Oruam: dois populismos e um bode na sala
Oruam. Reprodução/Instagram

A relevância de Oruam é indiscutível. Com milhões de ouvintes, o rapper é um fenômeno que arrasta multidões de jovens pelo país. É um catalisador de muitos dos dilemas que cercam a população mais pobre e, próximo do que foram os Racionais nos anos 1990, é porta-voz de questões que a política institucional e partidária falha em rastrear. Se Ezra Pound tem razão, não há dificuldade  alguma em dizer que Oruam é também uma antena da raça humana.

Falo precisamente da arte. Considerando que a obra ultrapassa o autor, tenho pouca feição pelo artista, ainda que seja magnetizado pelas contradições que o cercam: antes de se tornar Oruam, Mauro, seu nome de batismo, é filho de Marcinho VP, um dos traficantes envolvidos no assassinato do jornalista Tim Lopes, morto em 2002 após cobrir a exploração sexual de menores.

Fosse apenas uma ligação genética, essa informação seria irrelevante para este texto. Filhos não herdam as inclinações dos pais. Oruam é, antes de mais nada, um artista perspicaz, não o “filho de um traficante”. Reduzi-lo a isso é não diferenciar, como ele mesmo reconhece, o indivíduo, com sua trajetória de vida privada, e a persona conscientemente estilizada em sua proposta estética.

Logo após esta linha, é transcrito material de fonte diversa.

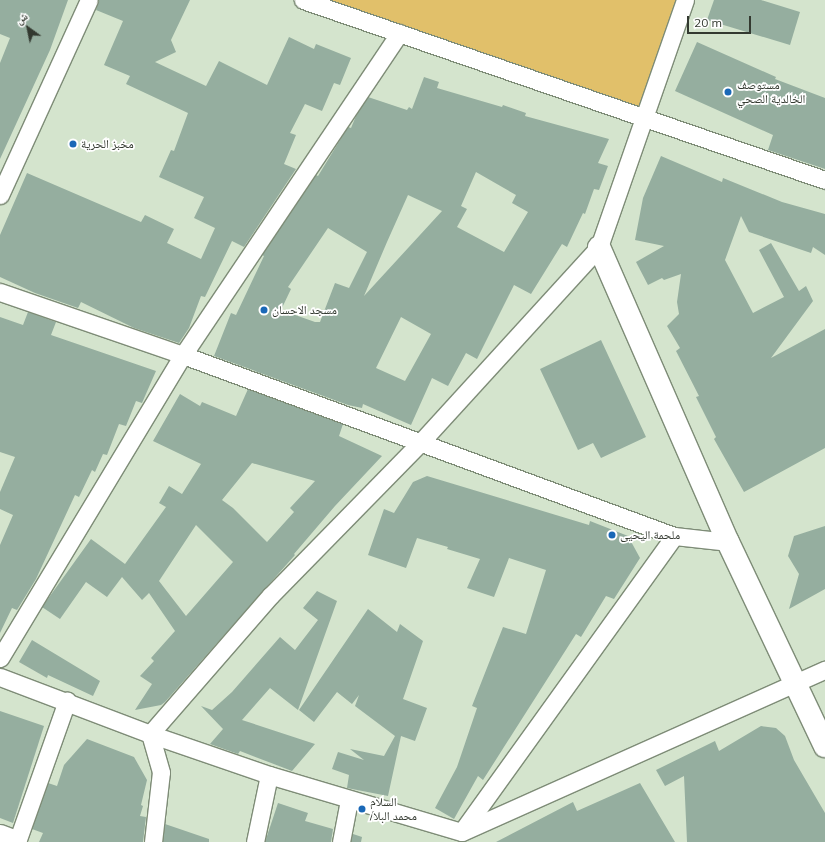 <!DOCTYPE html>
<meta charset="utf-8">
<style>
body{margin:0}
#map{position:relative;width:825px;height:842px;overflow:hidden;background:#d4e4cd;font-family:Mulish,"Noto Naskh Arabic",sans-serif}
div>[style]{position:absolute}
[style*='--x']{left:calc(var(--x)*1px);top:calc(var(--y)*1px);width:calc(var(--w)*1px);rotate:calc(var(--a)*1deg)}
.green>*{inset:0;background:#e1c06a}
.building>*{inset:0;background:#95ae9f}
.roads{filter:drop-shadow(1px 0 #7e8c77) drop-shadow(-1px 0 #7e8c77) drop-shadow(0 1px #7e8c77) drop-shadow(0 -1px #7e8c77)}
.street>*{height:17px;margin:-8.5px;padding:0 8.5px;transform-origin:8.5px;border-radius:8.5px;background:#fff}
.secondary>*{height:22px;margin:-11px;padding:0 11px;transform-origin:11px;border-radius:11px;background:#fff}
.dots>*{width:11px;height:11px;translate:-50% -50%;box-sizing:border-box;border:2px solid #fff;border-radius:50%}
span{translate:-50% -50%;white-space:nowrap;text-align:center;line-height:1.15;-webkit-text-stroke:3.5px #fff;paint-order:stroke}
.poi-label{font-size:12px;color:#333930}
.left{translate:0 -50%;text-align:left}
.north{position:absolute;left:8px;top:8px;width:40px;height:40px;-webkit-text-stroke:3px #fff;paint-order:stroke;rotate:327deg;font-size:11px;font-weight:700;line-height:16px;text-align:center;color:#333930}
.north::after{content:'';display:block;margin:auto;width:14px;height:18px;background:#333930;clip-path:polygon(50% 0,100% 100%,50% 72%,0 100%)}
.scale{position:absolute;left:687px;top:16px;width:64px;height:18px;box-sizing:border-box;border:2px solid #333930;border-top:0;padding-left:5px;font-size:12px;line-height:14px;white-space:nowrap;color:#333930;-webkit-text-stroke:3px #fff;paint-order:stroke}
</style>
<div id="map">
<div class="green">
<i style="clip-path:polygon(303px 0,685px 0,643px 117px)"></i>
</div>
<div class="building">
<i style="clip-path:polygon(0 0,68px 0,50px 50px,0 159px,0 63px,10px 38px,0 34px)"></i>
<i style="clip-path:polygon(99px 0,190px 0,171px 40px,176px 52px,155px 62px,206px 86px,219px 61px,267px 85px,289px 37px,314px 49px,316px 44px,351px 58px,340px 85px,334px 83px,322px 111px,305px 104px,290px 133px,296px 135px,284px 164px,296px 169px,244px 247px,232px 241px,205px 297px,201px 296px,189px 328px,179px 343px,134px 328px,81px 302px,78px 308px,35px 293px,0 277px,0 235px,27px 173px,141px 222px,145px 215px,174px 229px,167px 243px,201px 259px,215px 228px,194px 218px,204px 197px,159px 177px,171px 150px,174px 151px,188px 113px,126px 84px,130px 76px,104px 65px,123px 21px,96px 10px)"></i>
<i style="clip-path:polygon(714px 0,761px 0,800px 12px,790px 45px,707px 20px)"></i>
<i style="clip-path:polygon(697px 42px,776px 77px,775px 79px,825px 98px,825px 169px,768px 150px,773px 135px,675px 91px)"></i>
<i style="clip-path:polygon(evenodd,424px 77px,439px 82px,437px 88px,502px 107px,503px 105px,526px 113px,525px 116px,609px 139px,598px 163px,608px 166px,599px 190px,594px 189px,585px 214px,583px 213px,567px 247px,562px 244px,531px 294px,514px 285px,477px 359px,466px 353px,448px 386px,432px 378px,411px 425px,363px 404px,362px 408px,348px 405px,214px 356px,231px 313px,236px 315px,264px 256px,262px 255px,316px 175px,318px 176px,348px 127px,351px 128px,356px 116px,368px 97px,407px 110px,409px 107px,412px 109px,424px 77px,476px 172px,516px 195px,512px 203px,528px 212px,504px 252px,457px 227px,467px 209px,461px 206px,476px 172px,424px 77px,408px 195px,442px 211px,364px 296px,387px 242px,408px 195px,424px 77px,328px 228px,367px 252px,349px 288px,335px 283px,320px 322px,315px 322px,281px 310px,291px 289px,288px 287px,328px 228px,424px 77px,401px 317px,431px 334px,405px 381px,376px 368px,401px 317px)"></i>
<i style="clip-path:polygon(661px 156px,722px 182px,723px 178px,782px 202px,825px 214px,825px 255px,813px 247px,811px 253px,749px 232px,741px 216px,725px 260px,753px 313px,784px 297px,759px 250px,771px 243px,799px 291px,806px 286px,813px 301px,771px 358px,825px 329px,825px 448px,744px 492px,714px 439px,716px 437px,696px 397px,699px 396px,676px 351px,680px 348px,667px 326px,679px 314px,677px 302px,681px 274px,664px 280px,662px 278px,648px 285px,636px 262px,664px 246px,635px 240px,643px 198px)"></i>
<i style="clip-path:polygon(28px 312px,56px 322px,51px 335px,156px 371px,142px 403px,136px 401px,126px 426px,119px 424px,107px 455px,103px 454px,95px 472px,92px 470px,79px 497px,75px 495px,36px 579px,17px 610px,12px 608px,0 633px,0 545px,13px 515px,0 509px,0 492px,15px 457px,0 452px,0 317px,23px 325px)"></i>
<i style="clip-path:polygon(601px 340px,646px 437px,601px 458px,593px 443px,578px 450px,540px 369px)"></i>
<i style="clip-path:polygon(evenodd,248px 389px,343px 424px,339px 436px,382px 456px,335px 506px,294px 554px,295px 555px,165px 702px,161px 705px,135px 710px,152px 684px,140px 676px,154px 661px,151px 658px,175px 631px,149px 593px,142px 600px,122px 577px,107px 597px,86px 582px,60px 619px,42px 607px,91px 539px,125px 564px,166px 507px,159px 503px,169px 486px,182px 494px,201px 464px,153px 441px,180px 394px,200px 406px,202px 402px,236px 416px,248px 389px,252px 463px,315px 481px,290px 508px,294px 512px,267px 542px,233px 508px,222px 500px,252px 463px,248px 389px,196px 525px,233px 562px,186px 616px,159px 581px,196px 525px)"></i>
<i style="clip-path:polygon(427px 476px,589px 525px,590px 521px,628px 536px,640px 558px,614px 599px,606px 596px,581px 637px,576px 634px,483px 780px,478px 776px,454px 819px,435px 808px,457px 767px,477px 708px,472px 706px,503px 627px,526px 634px,546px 570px,509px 558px,494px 597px,467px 588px,480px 559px,447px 549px,448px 547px,417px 538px,406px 568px,368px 555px,384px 509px,394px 513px,413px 482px)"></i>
<i style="clip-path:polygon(825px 526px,825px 589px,789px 609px,799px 574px,788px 556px,794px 536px)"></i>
<i style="clip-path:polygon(317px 591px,337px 601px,298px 710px,270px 688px,242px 720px,315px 744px,292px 771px,240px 751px,238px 754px,210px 744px,223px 729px,201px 706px,212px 710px,232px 692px,280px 637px,295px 650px,318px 620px,303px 608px)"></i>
<i style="clip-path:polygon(368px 609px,397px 632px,400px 624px,423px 641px,403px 699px,427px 708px,415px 741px,401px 736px,388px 796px,347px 788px,349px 775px,332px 769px,338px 752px,364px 760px,350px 749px,384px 756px,395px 736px,355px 706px,359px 695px,352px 704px,337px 692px,314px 722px,299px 710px)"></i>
<i style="clip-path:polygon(32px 640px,100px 681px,93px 696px,48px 675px,47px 678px,19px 662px)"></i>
<i style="clip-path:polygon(0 711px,44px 726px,13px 823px,0 818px)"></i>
<i style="clip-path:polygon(761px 726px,776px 728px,785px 736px,794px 760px,825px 813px,825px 842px,687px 842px,684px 776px,665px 786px,656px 770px,715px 741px,719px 751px)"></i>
<i style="clip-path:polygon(87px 739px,134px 757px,147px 780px,141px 805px,143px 806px,140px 816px,146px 817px,143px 842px,39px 842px,43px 833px,32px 829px,48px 783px,57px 786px,64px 765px)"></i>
<i style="clip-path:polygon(640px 783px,675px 842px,496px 842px,573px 802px,577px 811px)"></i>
<i style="clip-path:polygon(278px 803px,308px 813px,305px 821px,333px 829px,331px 842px,265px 842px)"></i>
<i style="clip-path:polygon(165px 824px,209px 839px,209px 842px,163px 842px)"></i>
<i style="clip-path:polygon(353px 834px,362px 837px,361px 842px,351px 842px)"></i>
</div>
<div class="roads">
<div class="street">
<i style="--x:303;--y:0;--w:552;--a:19.03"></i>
<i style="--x:0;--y:195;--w:214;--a:-65.5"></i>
<i style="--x:0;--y:292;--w:194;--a:19"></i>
<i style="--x:183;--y:355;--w:523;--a:20.24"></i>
<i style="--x:674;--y:536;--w:54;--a:6.3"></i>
<i style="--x:0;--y:658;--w:354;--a:-58.9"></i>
<i style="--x:183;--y:355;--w:388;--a:-56.1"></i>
<i style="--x:0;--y:677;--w:160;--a:20.8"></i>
<i style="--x:150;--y:734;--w:126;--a:19"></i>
<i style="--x:269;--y:775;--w:201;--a:16.5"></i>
<i style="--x:462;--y:832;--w:398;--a:-24.1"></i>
<i style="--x:463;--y:830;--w:362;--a:-54.3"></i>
<i style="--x:0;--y:833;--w:19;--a:21"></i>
<i style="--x:17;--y:842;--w:150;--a:-70.5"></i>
<i style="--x:153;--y:842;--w:70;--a:-83.5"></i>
<i style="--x:161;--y:772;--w:40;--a:-106"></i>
<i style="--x:150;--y:734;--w:184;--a:-49"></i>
<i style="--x:271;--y:595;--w:213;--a:-45.6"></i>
<i style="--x:420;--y:443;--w:265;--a:-47.6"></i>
<i style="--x:599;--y:247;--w:262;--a:-70.8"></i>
<i style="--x:255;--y:842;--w:68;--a:-78.2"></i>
<i style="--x:341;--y:842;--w:43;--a:-79.2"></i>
</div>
<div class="secondary">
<i style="--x:599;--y:247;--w:322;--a:66.4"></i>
<i style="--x:728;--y:542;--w:226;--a:64.6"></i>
</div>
</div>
<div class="dots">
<i style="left:728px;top:92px;background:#1a68b7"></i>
<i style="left:73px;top:144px;background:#1a68b7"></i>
<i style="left:264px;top:310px;background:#1a68b7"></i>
<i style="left:612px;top:535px;background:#1a68b7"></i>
<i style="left:362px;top:809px;background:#1a68b7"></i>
</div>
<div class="poi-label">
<span class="left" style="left:737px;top:92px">مستوصف<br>الخالدية الصحي</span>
<span class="left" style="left:81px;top:144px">مخبز الحرية</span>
<span class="left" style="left:272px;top:310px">مسجد الاحسان</span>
<span class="left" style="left:620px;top:535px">ملحمة اليحيى</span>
<span class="left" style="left:370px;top:809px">السلام<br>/محمد البلا</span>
</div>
<div class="north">ش</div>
<div class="scale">20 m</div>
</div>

Mas a realidade nos lembra que abstrair dos fatos nem sempre é possível, mesmo quando conveniente. Em 2024, ao subir no palco do Lollapalooza, Oruam criou alvoroço no debate público ao vestir um blusão em defesa da liberdade de Marcinho VP. Onde ele enxerga o pai — e, por motivos pessoais, não há nada de condenável nisso — vimos a figura pública do criminoso. Mauro com suas razões; o público, com as dele.

No entanto, sua admiração pessoal pelo pai ganhou dimensão estritamente política. Oruam não se contentou em lutar pela soltura de VP nas instâncias legais: fez também da figura do pai — e do "tio do coração", executor de Tim Lopes — uma bandeira política. Não a do encarceramento em massa ou da violência policial em associação com a milícia, mas a de suas próprias afeições.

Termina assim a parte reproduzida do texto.